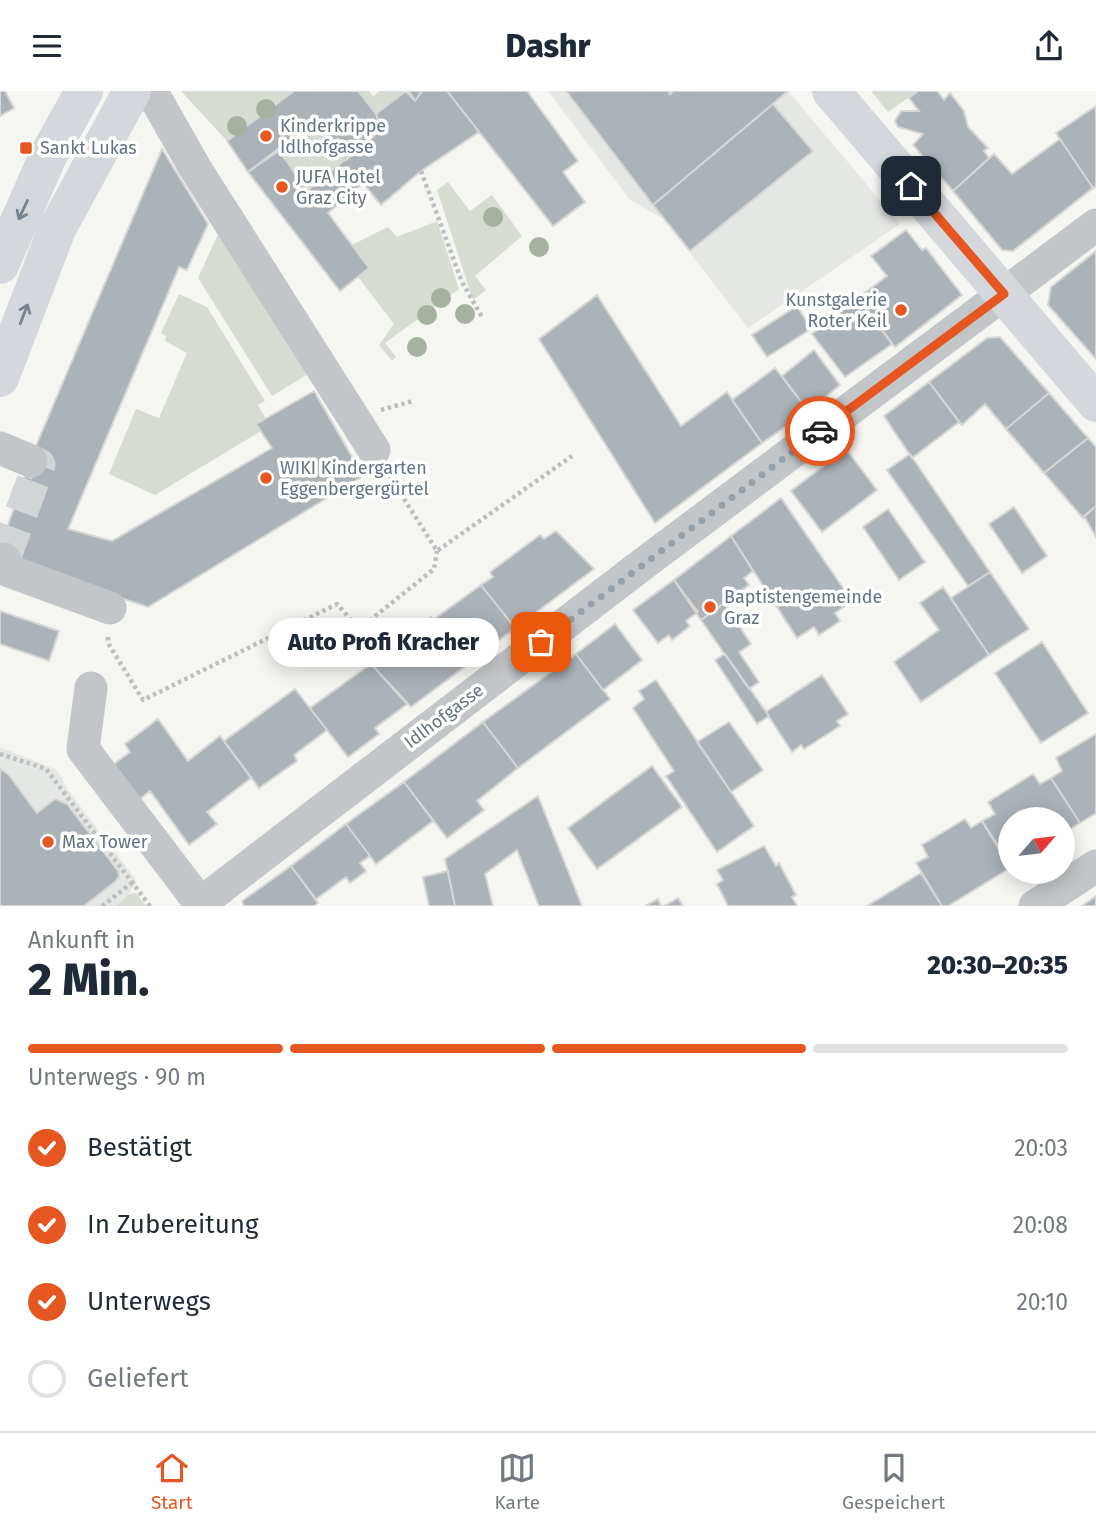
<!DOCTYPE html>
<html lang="de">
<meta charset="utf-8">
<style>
body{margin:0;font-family:"Fira Sans",sans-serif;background:#f6f6f7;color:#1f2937;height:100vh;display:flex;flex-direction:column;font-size:26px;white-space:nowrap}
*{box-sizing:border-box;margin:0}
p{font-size:23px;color:#747a83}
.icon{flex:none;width:38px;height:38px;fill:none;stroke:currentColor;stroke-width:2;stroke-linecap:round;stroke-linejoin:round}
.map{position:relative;height:815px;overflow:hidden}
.drawer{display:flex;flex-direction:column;background:#fff;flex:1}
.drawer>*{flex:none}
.needle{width:46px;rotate:62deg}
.tools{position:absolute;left:998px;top:716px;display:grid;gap:14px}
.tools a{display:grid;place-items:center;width:77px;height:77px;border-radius:50%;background:#fff;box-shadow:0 4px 18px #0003;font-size:35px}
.pin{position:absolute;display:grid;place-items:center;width:60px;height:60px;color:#fff;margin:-30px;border-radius:14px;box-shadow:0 4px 10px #0006}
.courier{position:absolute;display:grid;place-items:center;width:70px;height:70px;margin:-35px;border:5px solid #e55621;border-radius:50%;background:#fff;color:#222;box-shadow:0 2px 9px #0007}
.bubble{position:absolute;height:49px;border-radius:24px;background:#fff;box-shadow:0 4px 18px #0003;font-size:23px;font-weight:800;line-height:49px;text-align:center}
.head em{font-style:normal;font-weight:800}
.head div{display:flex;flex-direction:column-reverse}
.head{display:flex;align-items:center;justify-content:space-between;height:119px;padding:0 28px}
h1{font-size:46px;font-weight:800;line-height:52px}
.bar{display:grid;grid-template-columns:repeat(4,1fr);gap:10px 7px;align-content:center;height:84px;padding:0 28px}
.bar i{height:9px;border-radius:5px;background:#e0e1e3}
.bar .on{background:#e55621}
.bar p{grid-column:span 4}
ol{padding:0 28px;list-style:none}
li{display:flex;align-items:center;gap:21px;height:77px}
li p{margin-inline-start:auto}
li .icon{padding:7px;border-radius:50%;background:#e55621;color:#fff;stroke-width:4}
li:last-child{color:#747a83}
li i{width:38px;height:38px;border:4px solid #e0e1e3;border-radius:50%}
header{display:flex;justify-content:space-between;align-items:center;height:91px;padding:0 28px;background:#fff;font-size:32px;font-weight:800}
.menu{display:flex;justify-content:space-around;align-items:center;height:98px;border-top:2px solid #e0e1e3;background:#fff;font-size:19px;color:#747a83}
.menu a{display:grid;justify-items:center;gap:4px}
.menu .on{color:#e55621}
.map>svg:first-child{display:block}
.built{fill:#e5e7e5}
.green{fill:#d6dcd2}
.building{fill:#abb2b8;stroke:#d6d6d4;stroke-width:2}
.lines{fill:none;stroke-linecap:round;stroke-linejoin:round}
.minor-tunnel{stroke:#d1d5d6;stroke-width:33;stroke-dasharray:33 17;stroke-linecap:butt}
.path{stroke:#bcbec0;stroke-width:4.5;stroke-dasharray:3.5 3.5;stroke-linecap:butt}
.minor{stroke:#c2c6c9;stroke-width:33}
.major{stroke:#d4d8dc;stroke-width:38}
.tree{fill:#a6b1a2}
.oneway{stroke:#758390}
.done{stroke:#97a1aa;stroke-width:7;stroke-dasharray:0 12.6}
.route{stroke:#e55621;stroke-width:9}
.poi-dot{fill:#e55621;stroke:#fff;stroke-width:2.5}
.labels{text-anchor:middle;stroke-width:7;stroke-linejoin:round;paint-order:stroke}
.poi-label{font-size:18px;fill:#647483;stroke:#fff;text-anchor:start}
.street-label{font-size:18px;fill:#647483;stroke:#fff}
</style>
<header><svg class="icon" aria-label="menu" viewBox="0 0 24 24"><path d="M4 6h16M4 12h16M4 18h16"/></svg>Dashr<svg class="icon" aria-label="share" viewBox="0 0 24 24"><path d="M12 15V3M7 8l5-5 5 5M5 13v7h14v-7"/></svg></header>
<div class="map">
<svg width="1096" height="815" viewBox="0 0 1096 815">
<rect width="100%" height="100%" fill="#f5f5f1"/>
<!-- built -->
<path class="built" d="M548,0H788L900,133L748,237L664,128L630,109Z
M0,656L57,679L68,699L137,790L129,803L116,815H0Z"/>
<!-- green -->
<path class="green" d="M181,0H294L227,50Z
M358,0H369L373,6L379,0H406L376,23Z
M871,0H918L888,21Z
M317,33L346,69L307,100L278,58Z
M448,91L470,120L492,104L522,145L475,185L486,199L473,209L437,99Z
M437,130L459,198L385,252L396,266L392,270L379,254L394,233L358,186L369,177L352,154L388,136L397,146Z
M223,132L313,280L272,305L198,187Z
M179,203L207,216L265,310L258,314L266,328L261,340L155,404L109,383L136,318L159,327L187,262L165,250L166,245L161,242Z
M136,802L146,815H116L129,803Z"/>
<!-- building -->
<path class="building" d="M0,0H5L14,17L0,25Z
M294,0H358L376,23L381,39L346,69L317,33L248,81L227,50Z
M406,0L415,10L422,0H447L479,41L421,80L381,114L363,92L328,122L369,177L340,200L248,81L278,58L307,100L381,39L376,23Z
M409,0H422L415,10Z
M447,0H527L578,70L563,81L585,111L553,135Z
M566,0H668L670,3L674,0H788L653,114Z
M918,0H937L944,9L950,2L964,20L968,36L988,57L984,60L989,67L953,100L913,54L923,43L898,36L895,30L901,20H919L909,7Z
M773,13L813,60L690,160L653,114Z
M1096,15V95L1093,97L1056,42Z
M1060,48L1093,97L1013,160L1002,159L953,100L994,63L1012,83Z
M162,58L208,133L187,179L179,176L68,438L112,450L272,357L256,333L314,300L363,385L148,516L0,467V457L35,357Z
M906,139L922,159L926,157L962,204L895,256L858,207L887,185L871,165Z
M1096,160V268L1048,214L1051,196Z
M597,204L681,335L727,301L762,352L655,432L539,248Z
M858,207L892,253L845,286L812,243Z
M797,215L811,238L767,266L752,244Z
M1000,246L1049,302L1006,338L985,313L962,334L929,291L987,247Z
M814,259L840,294L808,320L782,285Z
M775,277L808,320L762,352L732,309Z
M929,291L959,331L912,367L884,325Z
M1049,302L1088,347L1044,382L1006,338Z
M1088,347L1096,356V415L1083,427L1044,382Z
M846,358L877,399L822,441L791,400Z
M910,363L990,481L968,495L887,379Z
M781,407L852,510L835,522L840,530L819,544L814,536L797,547L731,445Z
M1096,415V446L1084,425Z
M1014,416L1047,465L1022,482L989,433Z
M888,418L925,471L899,489L863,436Z
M556,440L594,478L515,537L481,494L493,486L490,481L540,444L544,448Z
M731,445L753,480L744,487L749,494L701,529L674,489Z
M990,481L1029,538L989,564L951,507Z
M674,489L698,521L686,530L690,535L672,549L669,544L658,552L633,519Z
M481,494L515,537L467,574L433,529Z
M943,496L989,564L921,611L894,571L939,539L920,512Z
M724,512L751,553L739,561L759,591L749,598L701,529Z
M0,520L59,540L49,570L0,553Z
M431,526L467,574L411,616L371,573Z
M615,533L642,569L603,599L576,563Z
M1042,551L1088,622L1041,652L995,582Z
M576,563L610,608L518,677L483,631Z
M725,563L769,625L757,633L715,569Z
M371,573L407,613L375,637L379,643L348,666L310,617Z
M822,584L848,623L837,630L840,635L804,658L801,654L792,661L766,621Z
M656,589L754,735L717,761L666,685L674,680L633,617L644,608L639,600Z
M295,598L327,639L294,664L297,670L259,697L224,650Z
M158,628L188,670L220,645L251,687L207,721L217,733L189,754L150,700L136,711L110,676L130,661L125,653Z
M483,631L518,677L477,710L484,719L447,747L404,691Z
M729,631L763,679L731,701L697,651Z
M1096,643V722L1080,732L1051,687L1062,680L1056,667Z
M652,675L682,716L597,778L568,737Z
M0,678L8,683L37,722L55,708L67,713L118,780L119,785L116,790L84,815H0Z
M1033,683L1040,693L1051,687L1080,732L1062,743V728H1010V772L982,730L995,723L988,711Z
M404,691L433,730L376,773L346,733Z
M538,705L582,815H539L517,759L485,783L493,815H455L445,768Z
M965,728L971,737L982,730L1010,777L948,815H942L916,772L928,766L922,754Z
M346,733L370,765L360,772L366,780L350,792L346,786L316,808L291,775Z
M764,755L776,775L779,772L796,804L792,806L797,815H728L717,793L723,789L717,779Z
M291,775L318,812L314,815H244L242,810Z
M448,780L455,815H429L423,786Z
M921,782L942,815H867Z
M1096,805V815H1082Z
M678,807L683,815H664Z
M658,808L661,815H645Z"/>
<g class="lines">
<!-- minor-tunnel -->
<path class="minor-tunnel" d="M4,468L39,374L31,370"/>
<!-- path -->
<path class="path" d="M421,80L462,191L482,226
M381,319L413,310
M389,384L437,460L572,365
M108,546V552L143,609L337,513L359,538L434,478L437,460
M0,663L46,678L150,815
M102,815L132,792"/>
<!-- minor -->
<path class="minor" d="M142,0L157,10L195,77L374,359
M0,357L31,370
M4,468L1,477L110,517
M91,597L83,658L200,812
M197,815L643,473L1096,134
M1035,815L1096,775"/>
<!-- major -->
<path class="major" d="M831,0L1096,312
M0,174L48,65L84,0
M0,287L57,138L132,0"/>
</g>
<!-- trees -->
<g class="tree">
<circle cx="266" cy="18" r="10"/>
<circle cx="237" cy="35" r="10"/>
<circle cx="493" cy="126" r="10"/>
<circle cx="539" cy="156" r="10"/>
<circle cx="441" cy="207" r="10"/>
<circle cx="465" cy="223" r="10"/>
<circle cx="427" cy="224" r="10"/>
<circle cx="417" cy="256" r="10"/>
</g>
<!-- one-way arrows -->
<defs><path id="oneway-shaft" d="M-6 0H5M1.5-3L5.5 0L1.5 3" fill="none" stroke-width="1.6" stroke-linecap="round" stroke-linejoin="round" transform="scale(1.75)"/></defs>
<g class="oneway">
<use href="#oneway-shaft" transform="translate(23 119) rotate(115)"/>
<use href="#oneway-shaft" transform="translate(24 223) rotate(-69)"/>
</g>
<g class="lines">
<!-- done -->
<path class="done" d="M541,551L820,340"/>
<!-- route -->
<path class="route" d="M820,340L1004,203L911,95"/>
</g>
<!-- markers -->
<g class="poi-dot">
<circle cx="266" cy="45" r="7"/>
<rect x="19" y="50" width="14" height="14" rx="3.5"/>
<circle cx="282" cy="96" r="7"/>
<circle cx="901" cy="219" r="7"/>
<circle cx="266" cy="387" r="7"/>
<circle cx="710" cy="516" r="7"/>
<circle cx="48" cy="751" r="7"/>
</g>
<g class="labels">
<!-- poi labels -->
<g class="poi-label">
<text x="280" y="41">Kinderkrippe<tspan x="280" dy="21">Idlhofgasse</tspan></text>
<text x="40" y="63">Sankt Lukas</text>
<text x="296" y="92">JUFA Hotel<tspan x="296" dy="21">Graz City</tspan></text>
<text x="887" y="215" text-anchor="end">Kunstgalerie<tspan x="887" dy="21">Roter Keil</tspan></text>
<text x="280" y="383">WIKI Kindergarten<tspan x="280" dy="21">Eggenbergergürtel</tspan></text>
<text x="724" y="512">Baptistengemeinde<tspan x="724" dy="21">Graz</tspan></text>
<text x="62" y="757">Max Tower</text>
</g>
<!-- street labels -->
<g class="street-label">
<text transform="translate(444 625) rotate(-37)" y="6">Idlhofgasse</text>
</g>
</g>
</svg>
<div class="tools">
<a><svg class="needle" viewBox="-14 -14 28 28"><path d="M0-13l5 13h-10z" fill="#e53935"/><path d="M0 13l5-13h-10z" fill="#747a83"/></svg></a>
</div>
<div class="pin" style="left:541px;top:551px;background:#ea580c"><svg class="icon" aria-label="bag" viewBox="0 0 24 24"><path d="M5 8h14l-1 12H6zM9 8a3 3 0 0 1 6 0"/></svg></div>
<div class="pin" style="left:911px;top:95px;background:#1f2937"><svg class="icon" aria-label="home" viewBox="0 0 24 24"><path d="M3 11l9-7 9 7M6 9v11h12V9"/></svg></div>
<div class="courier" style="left:820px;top:340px"><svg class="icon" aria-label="car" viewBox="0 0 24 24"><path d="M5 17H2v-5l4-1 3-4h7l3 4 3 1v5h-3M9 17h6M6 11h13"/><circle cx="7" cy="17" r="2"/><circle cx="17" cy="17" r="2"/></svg></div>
<div class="bubble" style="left:268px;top:527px;width:231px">Auto Profi Kracher</div>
</div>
<section class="drawer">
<div class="head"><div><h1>2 Min.</h1><p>Ankunft in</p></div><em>20:30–20:35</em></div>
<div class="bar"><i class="on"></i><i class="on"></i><i class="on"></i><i></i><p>Unterwegs · 90 m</p></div>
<ol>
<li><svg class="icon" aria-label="check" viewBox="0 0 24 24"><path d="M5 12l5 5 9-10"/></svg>Bestätigt<p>20:03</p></li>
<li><svg class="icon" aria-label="check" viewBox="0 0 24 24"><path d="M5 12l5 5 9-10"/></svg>In Zubereitung<p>20:08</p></li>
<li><svg class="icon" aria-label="check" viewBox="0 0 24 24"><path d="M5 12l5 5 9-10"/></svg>Unterwegs<p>20:10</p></li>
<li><i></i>Geliefert</li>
</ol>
</section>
<nav class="menu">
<a class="on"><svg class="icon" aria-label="home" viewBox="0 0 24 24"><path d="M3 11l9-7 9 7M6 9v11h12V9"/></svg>Start</a>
<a><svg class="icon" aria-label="map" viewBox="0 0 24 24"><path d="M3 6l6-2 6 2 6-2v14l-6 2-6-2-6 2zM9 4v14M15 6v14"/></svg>Karte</a>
<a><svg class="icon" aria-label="saved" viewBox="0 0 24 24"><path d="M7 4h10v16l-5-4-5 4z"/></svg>Gespeichert</a>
</nav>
.....
### What is expected
Scan the data above for the string "position". Copy every line in which it appears.

### Written answer
.map{position:relative;height:815px;overflow:hidden}
.tools{position:absolute;left:998px;top:716px;display:grid;gap:14px}
.pin{position:absolute;display:grid;place-items:center;width:60px;height:60px;color:#fff;margin:-30px;border-radius:14px;box-shadow:0 4px 10px #0006}
.courier{position:absolute;display:grid;place-items:center;width:70px;height:70px;margin:-35px;border:5px solid #e55621;border-radius:50%;background:#fff;color:#222;box-shadow:0 2px 9px #0007}
.bubble{position:absolute;height:49px;border-radius:24px;background:#fff;box-shadow:0 4px 18px #0003;font-size:23px;font-weight:800;line-height:49px;text-align:center}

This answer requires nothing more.